For this reason, OpenAI’s mission from the start was to create an artificial intelligence that could benefit humanity as a whole. And to do this, it built out its company with certain guardrails in place, including appointing an independent, nonprofit board of directors who controlled the company. These directors also held no equity in the company, in order to prevent conflicts of interest.
Then in 2019, Altman became the CEO of OpenAI and created a for-profit arm of the company. The rationale behind this was that the operational costs to create groundbreaking tech was expensive, so it would seek outside investors to fund this innovation.
That plan worked, and soon investors were pouring money into OpenAI. Perhaps the most high-profile of these investors was Microsoft, which invested around $13 billion into OpenAI over the course of a handful of funding rounds (one in 2019, another in 2021, and the most recent in 2023). This cash infusion was likely a big help in creating ChatGPT, which was launched in 2022 and is, as you may know by now, a huge commercial success.
This is where the governance thing gets a little messy.
Essentially, there are two sides of OpenAI, there’s the for-profit arm that brings in lots of cash from its products and institutional investors, and there’s the nonprofit company that owns that for-profit arm and is controlled by an independent board of directors.

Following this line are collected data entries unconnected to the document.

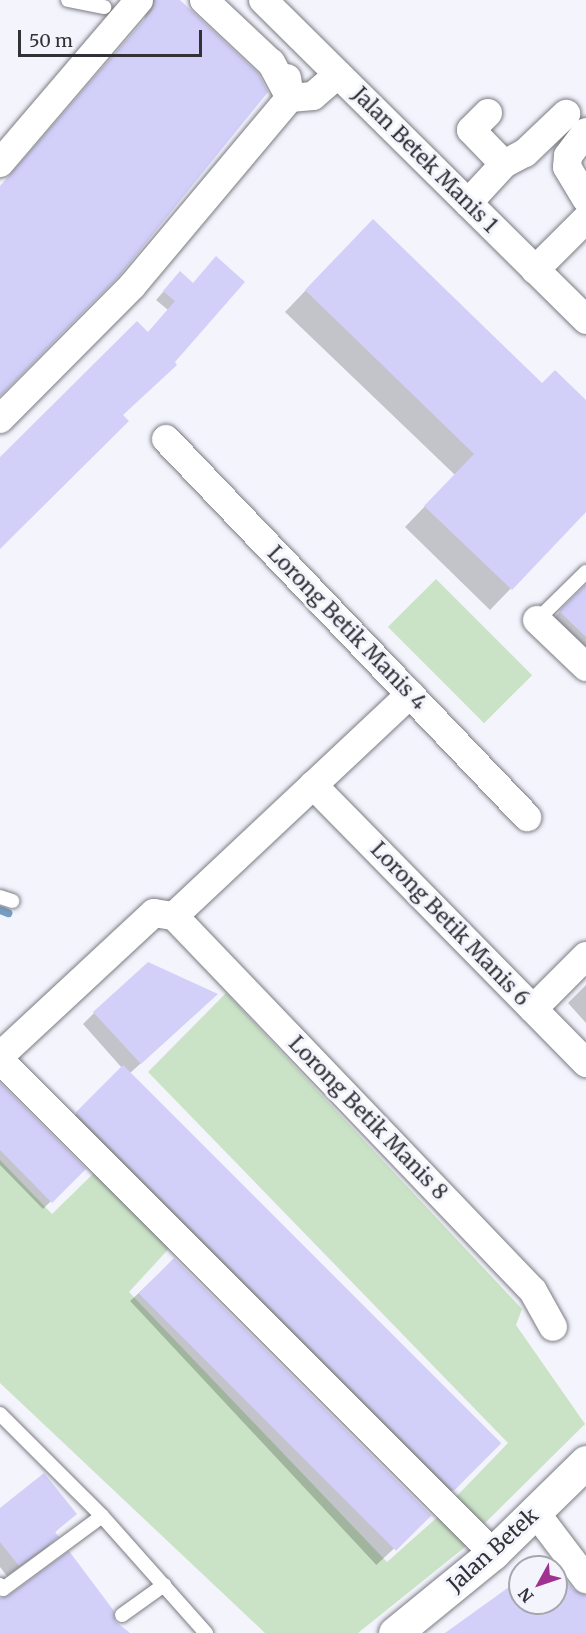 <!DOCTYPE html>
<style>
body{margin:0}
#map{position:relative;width:586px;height:1633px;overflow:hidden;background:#f4f4fd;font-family:Merriweather,serif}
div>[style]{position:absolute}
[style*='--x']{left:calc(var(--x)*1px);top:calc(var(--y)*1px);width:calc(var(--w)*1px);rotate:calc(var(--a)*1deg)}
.green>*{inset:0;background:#cae3c6;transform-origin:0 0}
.shadow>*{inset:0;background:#0003;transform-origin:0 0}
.stream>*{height:8px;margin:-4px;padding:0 4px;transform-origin:4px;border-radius:4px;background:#749ec2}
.building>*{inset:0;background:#d2d0f9;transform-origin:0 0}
.roads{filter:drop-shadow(0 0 2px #7b7b83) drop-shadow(0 0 2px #7b7b83)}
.lane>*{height:14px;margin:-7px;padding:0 7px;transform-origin:7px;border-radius:7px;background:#fff}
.street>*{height:28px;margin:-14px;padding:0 14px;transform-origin:14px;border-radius:14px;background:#fff}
.secondary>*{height:33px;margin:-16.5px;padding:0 16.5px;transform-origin:16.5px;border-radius:16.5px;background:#fff}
span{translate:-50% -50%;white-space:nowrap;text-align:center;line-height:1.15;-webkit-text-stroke:6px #f4f4fd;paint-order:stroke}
.street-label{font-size:21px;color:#323236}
.north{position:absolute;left:508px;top:1555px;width:60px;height:60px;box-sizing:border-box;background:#f4f4fd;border:2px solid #a6a6ad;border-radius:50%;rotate:230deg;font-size:16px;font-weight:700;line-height:24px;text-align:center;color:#323236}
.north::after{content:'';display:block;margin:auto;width:21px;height:27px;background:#9f3291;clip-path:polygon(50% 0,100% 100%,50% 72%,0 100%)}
.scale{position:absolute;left:18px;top:30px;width:184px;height:27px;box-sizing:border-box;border:3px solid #323236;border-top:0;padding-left:8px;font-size:18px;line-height:21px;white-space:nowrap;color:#323236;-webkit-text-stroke:4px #f4f4fd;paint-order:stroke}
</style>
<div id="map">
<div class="green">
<i style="left:436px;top:579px;width:136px;height:68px;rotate:45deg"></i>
<i style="clip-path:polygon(226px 993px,522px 1309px,516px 1325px,585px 1424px,479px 1529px,452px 1501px,508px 1443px,148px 1072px)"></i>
<i style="clip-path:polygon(0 1160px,52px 1214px,99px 1168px,174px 1243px,129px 1292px,387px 1562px,442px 1513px,470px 1543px,358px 1633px,265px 1633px,0 1383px)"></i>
</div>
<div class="shadow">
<i style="clip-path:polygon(151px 0,176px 0,0 393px,0 188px,144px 20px)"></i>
<i style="clip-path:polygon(352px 242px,542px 385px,586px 402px,586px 510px,490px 610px,405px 527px,455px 475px,285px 312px)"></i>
<i style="clip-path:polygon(172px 282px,192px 284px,121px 415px,0 546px,0 459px,147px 334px,168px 310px,156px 300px)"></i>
<i style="clip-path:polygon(586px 585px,586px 652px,553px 619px)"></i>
<i style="clip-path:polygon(586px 985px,586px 1023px,568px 1003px)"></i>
<i style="clip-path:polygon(205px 1005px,129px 1074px,497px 1446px,446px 1497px,69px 1121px,122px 1068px,83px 1024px,94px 1013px)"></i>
<i style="clip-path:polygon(0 1085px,83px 1169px,43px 1209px,0 1165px)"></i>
<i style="left:174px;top:1260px;width:361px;height:60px;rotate:47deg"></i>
<i style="clip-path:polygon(0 1510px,75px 1514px,54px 1533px,57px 1537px,46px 1548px,7px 1576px,0 1567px)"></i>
</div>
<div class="stream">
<i style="--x:0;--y:910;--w:9;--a:21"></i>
</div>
<div class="building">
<i style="clip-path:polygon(155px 0,180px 0,258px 73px,268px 92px,120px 275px,0 396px,0 186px,152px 11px)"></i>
<i style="clip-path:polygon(373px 219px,542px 383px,555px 370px,586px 400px,586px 512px,512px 590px,424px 506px,474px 454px,305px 290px)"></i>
<i style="clip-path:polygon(216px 256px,245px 282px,175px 362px,177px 365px,123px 415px,129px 421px,0 549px,0 457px,137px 321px,148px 332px,175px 301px,163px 291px,180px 271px,193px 283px)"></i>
<i style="clip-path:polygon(586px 585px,586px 637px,559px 611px)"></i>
<i style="clip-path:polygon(148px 962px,218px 994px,141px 1064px,93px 1012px)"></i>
<i style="left:123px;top:1065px;width:535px;height:67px;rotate:45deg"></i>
<i style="clip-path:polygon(0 1083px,86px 1169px,52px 1203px,0 1150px)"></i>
<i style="left:174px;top:1258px;width:364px;height:50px;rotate:45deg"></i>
<i style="clip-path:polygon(44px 1473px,77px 1514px,55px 1532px,59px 1537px,19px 1566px,0 1542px,0 1508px)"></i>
<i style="clip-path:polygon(69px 1551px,114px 1611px,115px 1621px,130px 1633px,0 1633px,0 1598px,8px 1596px)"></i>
<i style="clip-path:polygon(549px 1558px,573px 1589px,586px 1595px,586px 1633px,445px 1633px,520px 1579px,520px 1603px,556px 1603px,556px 1567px,536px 1567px)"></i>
</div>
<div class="roads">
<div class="lane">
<i style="--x:68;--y:0;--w:37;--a:11"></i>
<i style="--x:537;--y:620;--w:69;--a:-44.4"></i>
<i style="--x:0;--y:897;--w:13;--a:18"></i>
<i style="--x:0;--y:1414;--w:144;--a:45"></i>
<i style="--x:102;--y:1516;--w:157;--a:48.4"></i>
<i style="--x:0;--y:1585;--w:5;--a:53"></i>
<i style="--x:3;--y:1589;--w:123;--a:-36.4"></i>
<i style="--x:122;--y:1615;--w:52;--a:-35.5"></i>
</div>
<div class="street">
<i style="--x:263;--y:0;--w:455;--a:44.7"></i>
<i style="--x:287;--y:78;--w:20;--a:81"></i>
<i style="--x:290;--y:98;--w:23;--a:-5"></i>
<i style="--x:313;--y:96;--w:33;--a:-41"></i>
<i style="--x:488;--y:113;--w:24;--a:135"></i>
<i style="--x:471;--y:130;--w:47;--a:45.9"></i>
<i style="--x:586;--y:132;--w:30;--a:127"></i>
<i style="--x:568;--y:156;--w:11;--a:95"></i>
<i style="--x:567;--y:167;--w:37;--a:59"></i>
<i style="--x:0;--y:163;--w:214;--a:-49.5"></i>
<i style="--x:468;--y:203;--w:53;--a:-47.3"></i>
<i style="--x:504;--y:164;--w:24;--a:-28"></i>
<i style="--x:525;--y:153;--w:57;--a:-43.6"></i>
<i style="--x:535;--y:270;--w:72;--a:-45"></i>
<i style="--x:0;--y:419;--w:187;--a:-45.2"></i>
<i style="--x:132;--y:286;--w:246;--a:-50"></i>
<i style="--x:290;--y:98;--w:40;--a:-118"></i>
<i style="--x:271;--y:63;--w:92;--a:-136.8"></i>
<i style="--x:166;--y:439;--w:523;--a:46.32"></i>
<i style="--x:537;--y:620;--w:68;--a:43.8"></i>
<i style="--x:313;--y:785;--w:390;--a:45.5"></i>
<i style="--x:174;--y:916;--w:519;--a:46.25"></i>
<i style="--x:533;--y:1291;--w:41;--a:60.9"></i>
<i style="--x:174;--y:916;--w:324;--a:-43.2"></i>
<i style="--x:533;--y:1009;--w:75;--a:-45"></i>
<i style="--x:0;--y:1056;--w:210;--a:-42.9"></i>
<i style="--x:154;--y:913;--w:20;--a:9"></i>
<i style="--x:0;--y:1060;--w:697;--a:45"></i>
<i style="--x:536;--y:1513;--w:83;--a:52.9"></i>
</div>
<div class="secondary">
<i style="--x:395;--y:1633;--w:127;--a:-39.2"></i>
<i style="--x:493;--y:1553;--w:130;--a:-44.4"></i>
</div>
</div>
<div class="street-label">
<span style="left:425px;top:160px;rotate:45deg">Jalan Betek Manis 1</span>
<span style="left:347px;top:628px;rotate:46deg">Lorong Betik Manis 4</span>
<span style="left:450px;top:924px;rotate:46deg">Lorong Betik Manis 6</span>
<span style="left:368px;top:1118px;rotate:46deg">Lorong Betik Manis 8</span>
<span style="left:493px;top:1550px;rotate:-42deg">Jalan Betek</span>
</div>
<div class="north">N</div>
<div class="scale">50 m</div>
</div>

The tension between these two sides may have escalated into the firing of Altman (there’s also the chance that something else led to his firing). But his expulsion is not without collateral damage. There were talks about taking Altman back as CEO just days after he was fired, the CEO that was picked to replace him was then immediately replaced in turn, OpenAI investor Microsoft poached Altman and a handful of other execs during the chaos, and almost every OpenAI employee signed a letter saying they would leave unless the board resigns.

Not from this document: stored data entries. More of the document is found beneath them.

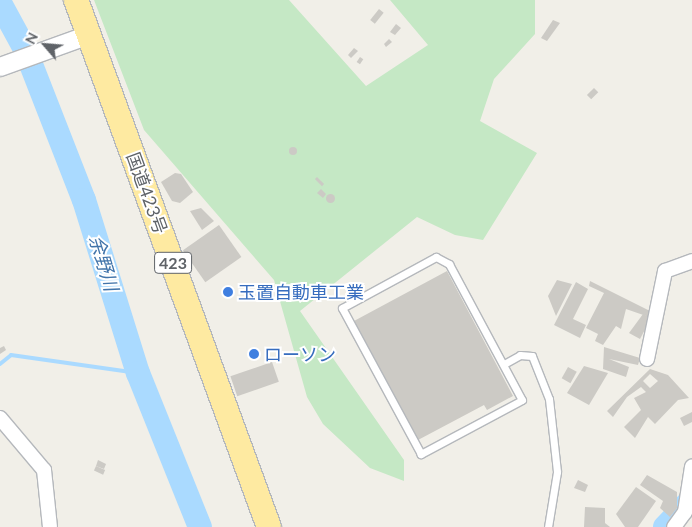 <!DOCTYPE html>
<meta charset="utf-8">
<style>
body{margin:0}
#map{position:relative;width:692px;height:527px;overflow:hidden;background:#f1efe8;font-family:Lato,"Noto Sans JP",sans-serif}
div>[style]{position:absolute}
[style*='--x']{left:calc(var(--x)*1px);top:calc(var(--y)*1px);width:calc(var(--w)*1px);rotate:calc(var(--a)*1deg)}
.green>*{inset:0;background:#c5e8c5}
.stream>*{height:4px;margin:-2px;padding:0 2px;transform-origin:2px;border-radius:2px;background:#aadaff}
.river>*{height:24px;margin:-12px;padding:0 12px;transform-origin:12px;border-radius:12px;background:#aadaff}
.building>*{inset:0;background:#cccac5;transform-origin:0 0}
.round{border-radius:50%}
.roads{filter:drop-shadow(1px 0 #b5b8bc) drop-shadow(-1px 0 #b5b8bc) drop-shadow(0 1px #b5b8bc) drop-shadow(0 -1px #b5b8bc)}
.service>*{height:7px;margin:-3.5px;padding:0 3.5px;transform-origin:3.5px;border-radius:3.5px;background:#fff}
.minor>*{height:14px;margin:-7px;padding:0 7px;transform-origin:7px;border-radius:7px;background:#fff}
.tertiary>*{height:18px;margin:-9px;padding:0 9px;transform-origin:9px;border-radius:9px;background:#fff}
.trunk>*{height:24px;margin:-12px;padding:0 12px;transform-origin:12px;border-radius:12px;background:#feeaa1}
.dots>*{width:14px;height:14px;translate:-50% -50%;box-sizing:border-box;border:2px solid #fff;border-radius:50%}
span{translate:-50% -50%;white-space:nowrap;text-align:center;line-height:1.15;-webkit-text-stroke:4px #fff;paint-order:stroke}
.shield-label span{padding:1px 4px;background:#fff;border:1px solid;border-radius:4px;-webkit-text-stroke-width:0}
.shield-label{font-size:16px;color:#5f6368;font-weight:700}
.street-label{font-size:18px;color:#5f6368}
.shop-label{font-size:18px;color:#366cbe}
.left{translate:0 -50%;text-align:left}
.water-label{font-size:19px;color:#4174aa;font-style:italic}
.north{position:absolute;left:20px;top:20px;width:50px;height:50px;-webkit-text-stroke:4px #fff;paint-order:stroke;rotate:297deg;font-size:14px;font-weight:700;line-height:20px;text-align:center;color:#5f6368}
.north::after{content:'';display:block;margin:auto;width:18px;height:22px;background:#5f6368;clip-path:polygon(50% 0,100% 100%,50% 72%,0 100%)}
</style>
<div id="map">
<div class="green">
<div style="clip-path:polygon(94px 0,289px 0,366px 86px,428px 45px,390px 0,535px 0,535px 34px,494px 79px,480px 121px,537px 153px,483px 240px,455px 235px,417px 217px,300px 311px,404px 460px,404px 481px,370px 468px,323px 424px,307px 397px,274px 280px,144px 130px)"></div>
</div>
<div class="stream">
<div style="--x:0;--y:364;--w:14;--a:-39"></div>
<div style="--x:11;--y:355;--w:128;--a:8.1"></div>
</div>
<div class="river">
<div style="--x:0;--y:3;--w:52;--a:61.5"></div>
<div style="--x:25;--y:49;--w:162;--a:68.7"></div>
<div style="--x:84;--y:200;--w:181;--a:72.7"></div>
<div style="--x:138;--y:373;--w:166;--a:68.1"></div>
<div style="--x:665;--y:527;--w:37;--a:-46"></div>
</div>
<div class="building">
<div style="left:379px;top:9px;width:6px;height:14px;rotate:39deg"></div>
<div style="clip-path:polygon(553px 20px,560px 23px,547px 41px,541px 38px)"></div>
<div style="clip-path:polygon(396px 24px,401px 28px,395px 35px,390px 32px)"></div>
<div style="clip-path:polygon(389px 39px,392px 42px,386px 47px,384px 44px)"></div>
<div style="clip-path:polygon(354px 48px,358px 51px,351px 58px,348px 55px)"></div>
<div style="left:360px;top:57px;width:4px;height:6px;rotate:34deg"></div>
<div style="left:594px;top:88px;width:6px;height:10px;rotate:45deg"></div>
<div class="round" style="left:289px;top:147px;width:8px;height:8px"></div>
<div style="clip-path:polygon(175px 173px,181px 174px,193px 192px,180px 203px,172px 201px,161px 182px)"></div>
<div style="left:317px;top:177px;width:10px;height:3px;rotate:45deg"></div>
<div style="clip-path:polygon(321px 189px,326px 194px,323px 198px,317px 193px)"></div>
<div class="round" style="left:325.5px;top:193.5px;width:9px;height:9px"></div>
<div style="clip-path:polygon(201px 208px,214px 221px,202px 230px,190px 211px)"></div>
<div style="left:219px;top:225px;width:39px;height:44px;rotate:55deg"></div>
<div style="clip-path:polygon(447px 271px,513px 396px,487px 410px,484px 405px,418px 440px,354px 321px)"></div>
<div style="clip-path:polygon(557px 280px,572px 284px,556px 316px,548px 296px)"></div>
<div style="clip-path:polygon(590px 281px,654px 313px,652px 318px,626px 309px,621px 329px,616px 326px,603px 345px,595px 341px,598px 334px,586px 328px,604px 293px,589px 286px)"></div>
<div style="clip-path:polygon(576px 282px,588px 289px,573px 319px,586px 325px,580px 338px,554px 325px)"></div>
<div style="clip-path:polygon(643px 314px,651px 318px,640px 339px,629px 333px)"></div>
<div style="clip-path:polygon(4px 346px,6px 350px,0 354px,0 348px)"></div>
<div style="clip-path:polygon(604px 347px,640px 358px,638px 365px,609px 359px,629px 367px,626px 377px,603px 369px)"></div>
<div style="left:272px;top:362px;width:21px;height:44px;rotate:71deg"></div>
<div style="clip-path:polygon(584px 366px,608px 373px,589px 405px,567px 393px)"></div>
<div style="left:568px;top:367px;width:10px;height:13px;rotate:29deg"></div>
<div style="clip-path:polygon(evenodd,650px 369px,668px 375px,689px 398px,678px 400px,655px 424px,648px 417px,635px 438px,624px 427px,641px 410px,634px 398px,646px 392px,641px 387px,627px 397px,613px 417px,607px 411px,650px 369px,650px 374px,658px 381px,650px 388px,643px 381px,650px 374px)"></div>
<div style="clip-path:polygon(692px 412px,692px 422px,684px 426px,680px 418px)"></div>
<div style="clip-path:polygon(98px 460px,106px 464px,104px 469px,96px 466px)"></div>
<div style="left:96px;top:466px;width:10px;height:5px;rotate:24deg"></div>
<div style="clip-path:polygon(647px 475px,677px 492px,677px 508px,670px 517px,660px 508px,663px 501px,640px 485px)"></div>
<div style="clip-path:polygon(578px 480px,588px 485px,585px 492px,574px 488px)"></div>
<div style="clip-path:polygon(636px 487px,656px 501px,638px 527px,625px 527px,616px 514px)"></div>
<div style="clip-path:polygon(585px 507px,605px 508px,605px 523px,610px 527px,584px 527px)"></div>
</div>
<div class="roads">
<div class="service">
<div style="--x:436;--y:257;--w:15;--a:28"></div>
<div style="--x:449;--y:264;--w:154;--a:61.8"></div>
<div style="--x:522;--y:400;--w:115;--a:151.9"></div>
<div style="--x:421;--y:454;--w:166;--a:-118.4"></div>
<div style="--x:342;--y:308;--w:107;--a:-28.5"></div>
<div style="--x:504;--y:364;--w:18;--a:-29"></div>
<div style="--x:520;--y:355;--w:12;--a:5"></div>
<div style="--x:532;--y:356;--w:46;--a:68.4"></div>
<div style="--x:549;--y:399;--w:73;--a:83.7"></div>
<div style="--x:557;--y:472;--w:56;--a:99.3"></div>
</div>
<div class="minor">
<div style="--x:647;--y:359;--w:90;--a:-78.4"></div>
<div style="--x:665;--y:271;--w:29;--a:-20"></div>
<div style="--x:0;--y:418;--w:68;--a:49.8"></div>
<div style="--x:44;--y:470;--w:57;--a:84"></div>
<div style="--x:674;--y:527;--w:19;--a:-54"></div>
<div style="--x:685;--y:512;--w:46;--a:-81.2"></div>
</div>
<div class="tertiary">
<div style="--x:0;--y:67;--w:95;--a:-19.8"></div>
</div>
<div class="trunk">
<div style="--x:76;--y:0;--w:561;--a:69.89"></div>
</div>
</div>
<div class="dots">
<div style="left:228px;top:292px;background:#3f7fe0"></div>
<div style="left:254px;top:354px;background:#3f7fe0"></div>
</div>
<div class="shield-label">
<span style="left:173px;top:263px">423</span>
</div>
<div class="street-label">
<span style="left:147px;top:193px;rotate:70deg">国道423号</span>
</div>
<div class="shop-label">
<span class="left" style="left:238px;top:292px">玉置自動車工業</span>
<span class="left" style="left:264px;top:354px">ローソン</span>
</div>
<div class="water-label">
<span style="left:104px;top:263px;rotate:73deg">余野川</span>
</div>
<div class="north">N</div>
</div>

Again, governance risks can send a company spiraling.
But after a few days of chaos, it seems like the drama ended thanks to a bizarre turn of events. On Wednesday, OpenAI revealed that Sam Altman was back as CEO, and that all of the board directors (except for one) would step down. OpenAI said that it was electing new board members that had a vision more aligned with Altman.
Here we see the culmination of the schism at OpenAI. Leadership differences between Sam Altman and the company’s board of directors seemingly festered over the years, which led to Altman’s removal, a strange reversal, and then a reshuffling of the company’s board. Although the series of events were unusual, it should act as a warning to company leaders and executives as to what can happen when a disagreement between competing company leaders goes unaddressed. In the case of OpenAI, one of these parties had to go.
Does this mean that the governance drama at OpenAI is over? We’ll have to wait and see how the recent events pan out for the future of the company, but either way, this serves as an important reminder that governance risks shouldn’t be underestimated.
∙ What’s the job of the board of directors?
∙ At the end of the day, who controls a company? Executives, investors, or directors?
∙ How can an investor tell when there are rifts within a company?